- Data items
*** Block opens ***

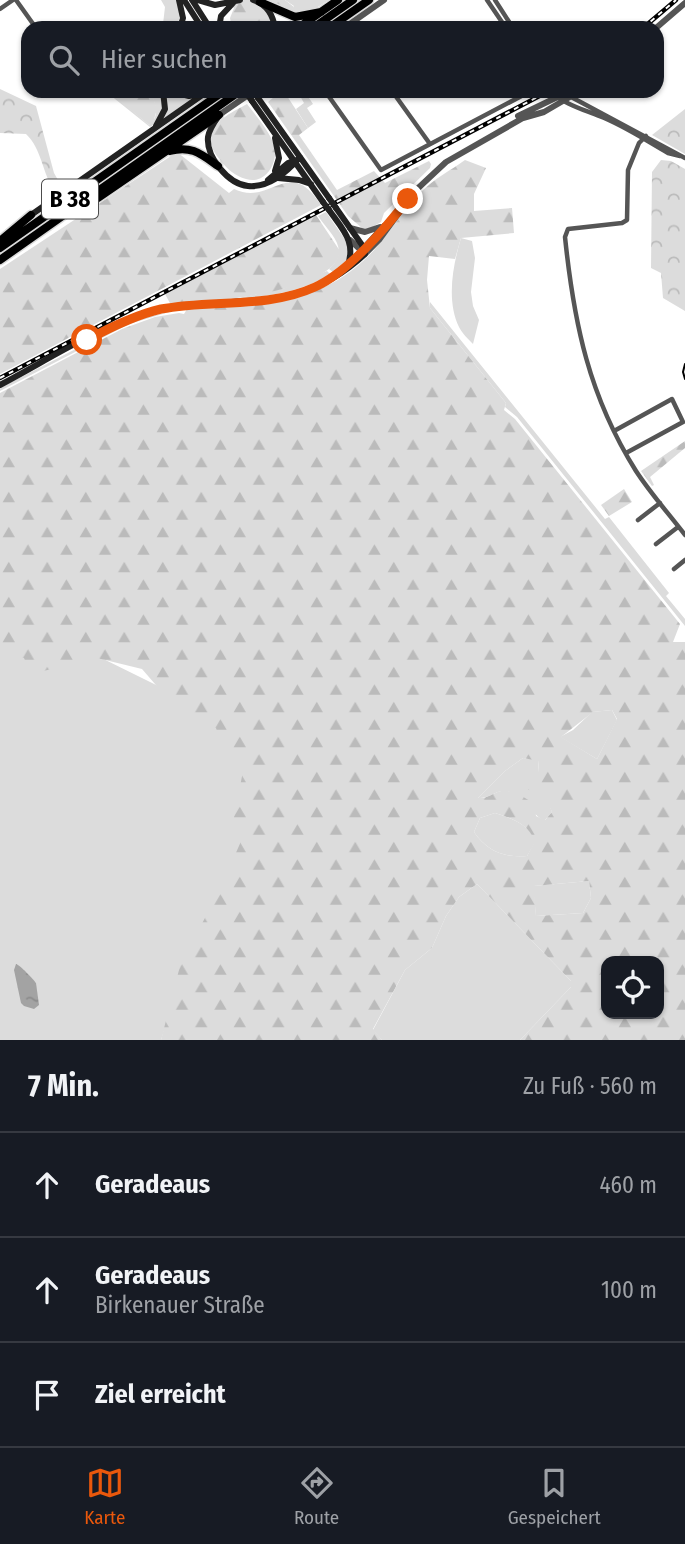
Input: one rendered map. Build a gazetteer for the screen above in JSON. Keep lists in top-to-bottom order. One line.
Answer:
{"streets":{"highway":["B 38"]},"page":{"search":"Hier suchen","heading":["7 Min.","Zu Fuß · 560 m"],"list":[["Geradeaus","460 m"],["Geradeaus","Birkenauer Straße","100 m"],"Ziel erreicht"],"nav":["Karte","Route","Gespeichert"]}}
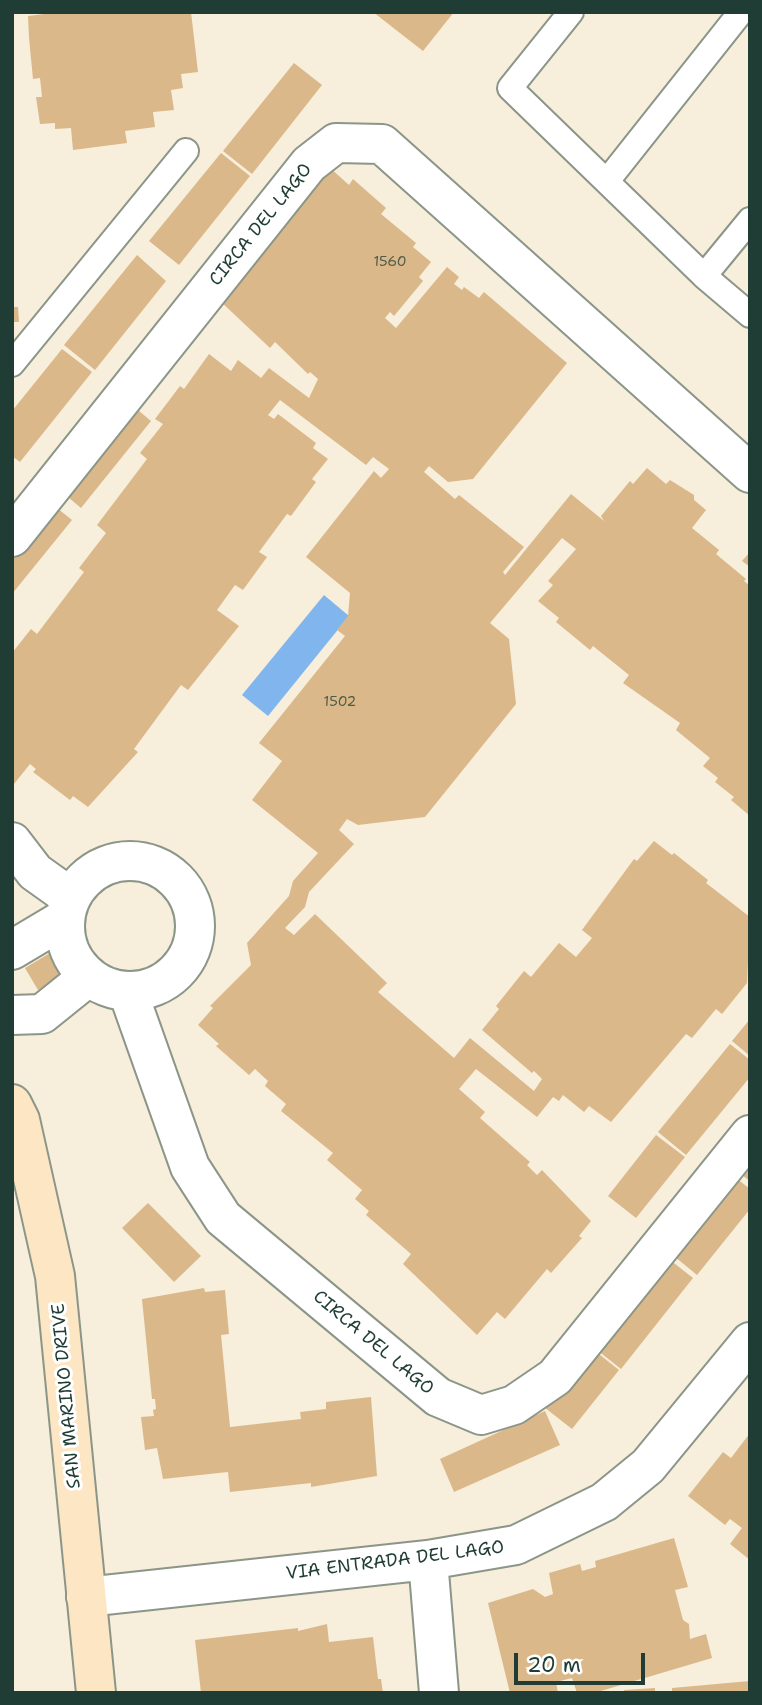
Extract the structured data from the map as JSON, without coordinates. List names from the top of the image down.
{
  "streets": {
    "street": ["CIRCA DEL LAGO", "SAN MARINO DRIVE", "VIA ENTRADA DEL LAGO"]
  },
  "crossings": [
    ["SAN MARINO DRIVE", "VIA ENTRADA DEL LAGO"]
  ],
  "house_numbers": ["1560", "1502"],
  "scale_bar": "20 m"
}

*** Block closes ***

- WHAT YOU HAVE TO DO
For each record above, write it out exactly and omit any picture.

- ANSWER TO THE PROBLEM
Input: one rendered map. Build a gazetteer for the screen above in JSON. Keep lists in top-to-bottom order. One line.
Answer:
{"streets":{"highway":["B 38"]},"page":{"search":"Hier suchen","heading":["7 Min.","Zu Fuß · 560 m"],"list":[["Geradeaus","460 m"],["Geradeaus","Birkenauer Straße","100 m"],"Ziel erreicht"],"nav":["Karte","Route","Gespeichert"]}}
Extract the structured data from the map as JSON, without coordinates. List names from the top of the image down.
{
  "streets": {
    "street": ["CIRCA DEL LAGO", "SAN MARINO DRIVE", "VIA ENTRADA DEL LAGO"]
  },
  "crossings": [
    ["SAN MARINO DRIVE", "VIA ENTRADA DEL LAGO"]
  ],
  "house_numbers": ["1560", "1502"],
  "scale_bar": "20 m"
}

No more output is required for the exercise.